Frequently Asked Questions
- Q. How much did William Reddick spend to build his home?
A. $25,000 (1840 amt.) - C.P.I. conversion amount for 2009 would be about $642,000.00
- Q. How did William Reddick make his money?
A. Various jobs held by Reddick included glass blower, farmer (agriculturalist), tax collector, sheriff, land appraiser, merchant, Illinois state senator; it is believed that William Reddick amassed a good deal of his fortune thru land speculation.
- Q. Who were the members of his immediate family?
A. William and Eliza Collins Reddick had no children. They “took in” Elizabeth Burrier Funk near the time of her mother’s death in 1852. She was raised in the Reddick household but never formally adopted. In 1884 Elizabeth legally changed her name to ElizabethFunk Reddick at the request of William Reddick. By 1887 these members of the immediate Reddick family had died. There are no surviving direct descendants of William Reddick.
- Q. Did William Reddick support Abraham Lincoln?
A. Reddick was a Democrat who supported Stephen A. Douglas during the Illinois Senatorial race of 1858. It is said he sat on the platform with Douglas during the debate. Thru the years local history has mentioned that Reddick supported Lincoln, but there is no evidence of that.

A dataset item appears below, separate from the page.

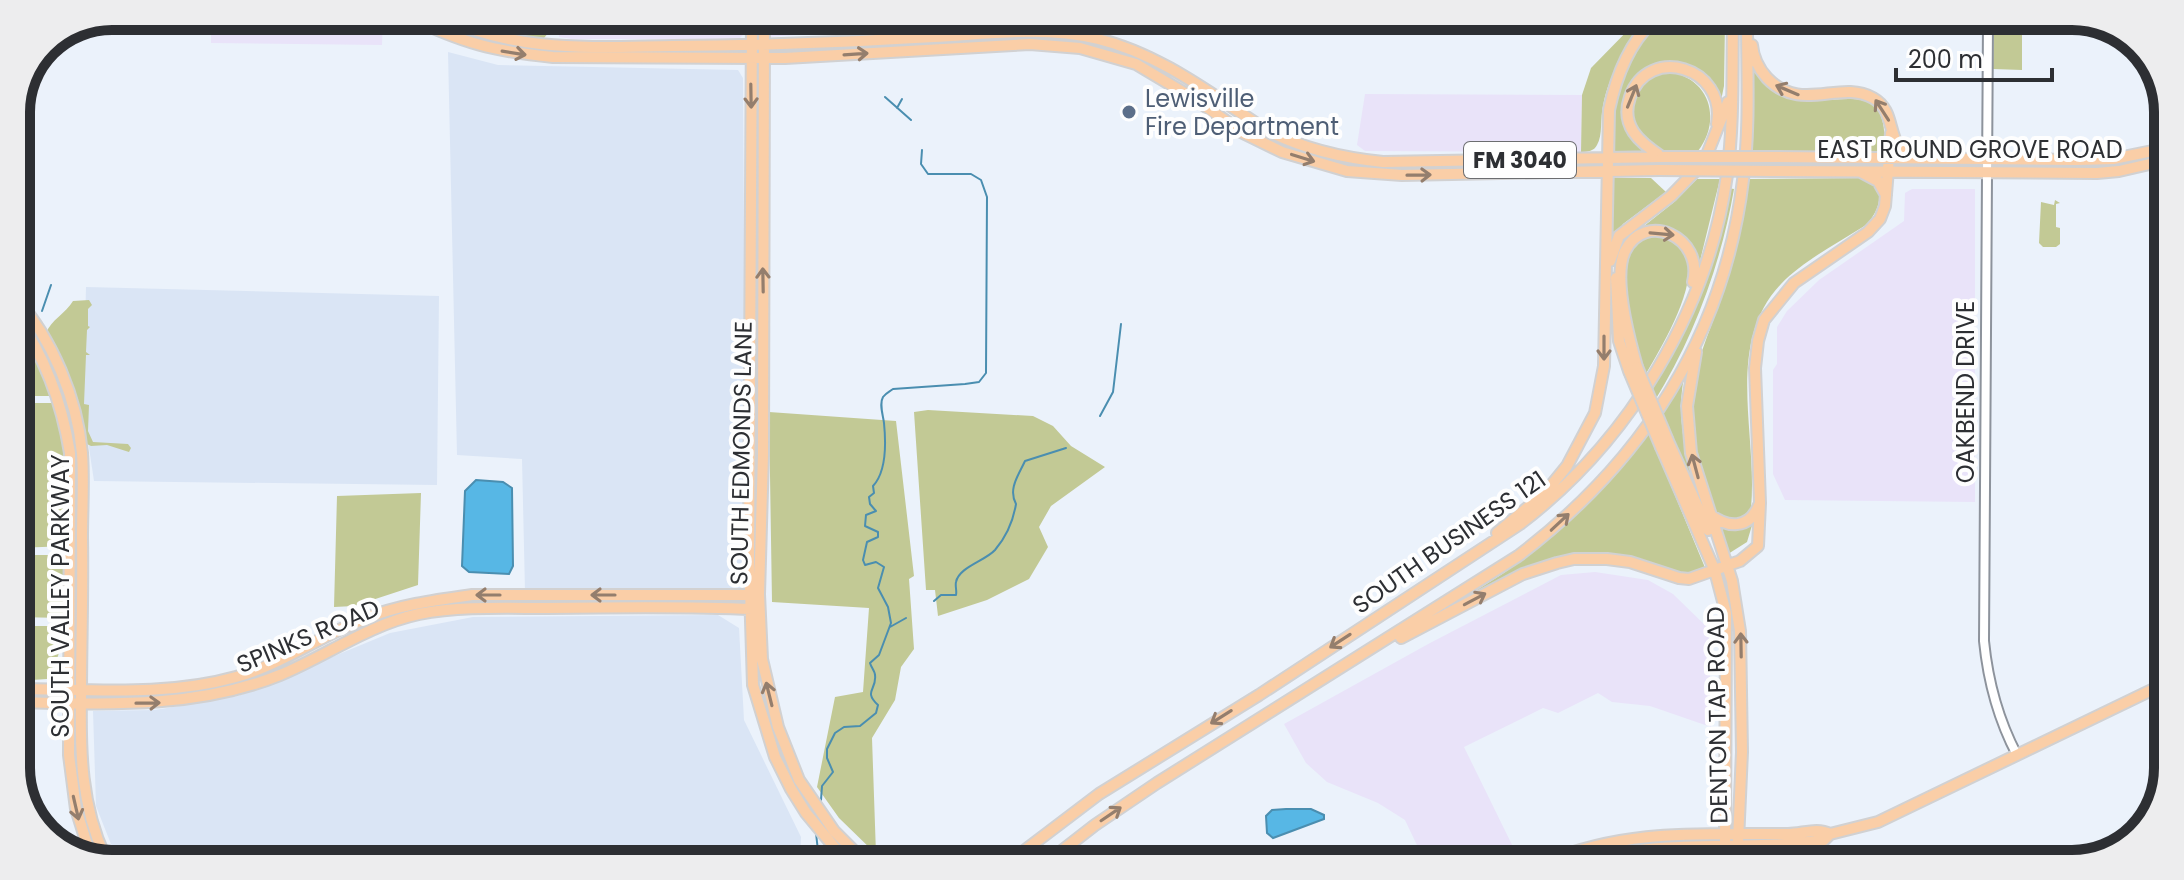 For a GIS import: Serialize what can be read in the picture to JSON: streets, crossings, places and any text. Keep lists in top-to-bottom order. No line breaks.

- Q. Why did William Reddick build such a large home?
A. Reddick had ambition and planned to become the governor of Illinois. The rise of the Republican party following the national election of 1860 placed those who were Democrats at a decided disadvantage.
- Q. What happened to the Reddick home following the death of William Reddick?
A. In his will, Reddick left his mansion to the city of Ottawa to be used as a public library. This will was tested in court and not resolved until the fall of 1887. The decision of the court was that the will should stand as written. The Mansion was opened as a library on September 19,1888, and continued to serve the citizens of Ottawa until 1974.
- Q. When did William Reddick and his wife die?
A. William died in 1885 and his wife, Eliza preceeded him in death July 5th 1883. The mansion became the Reddick Library in 1888.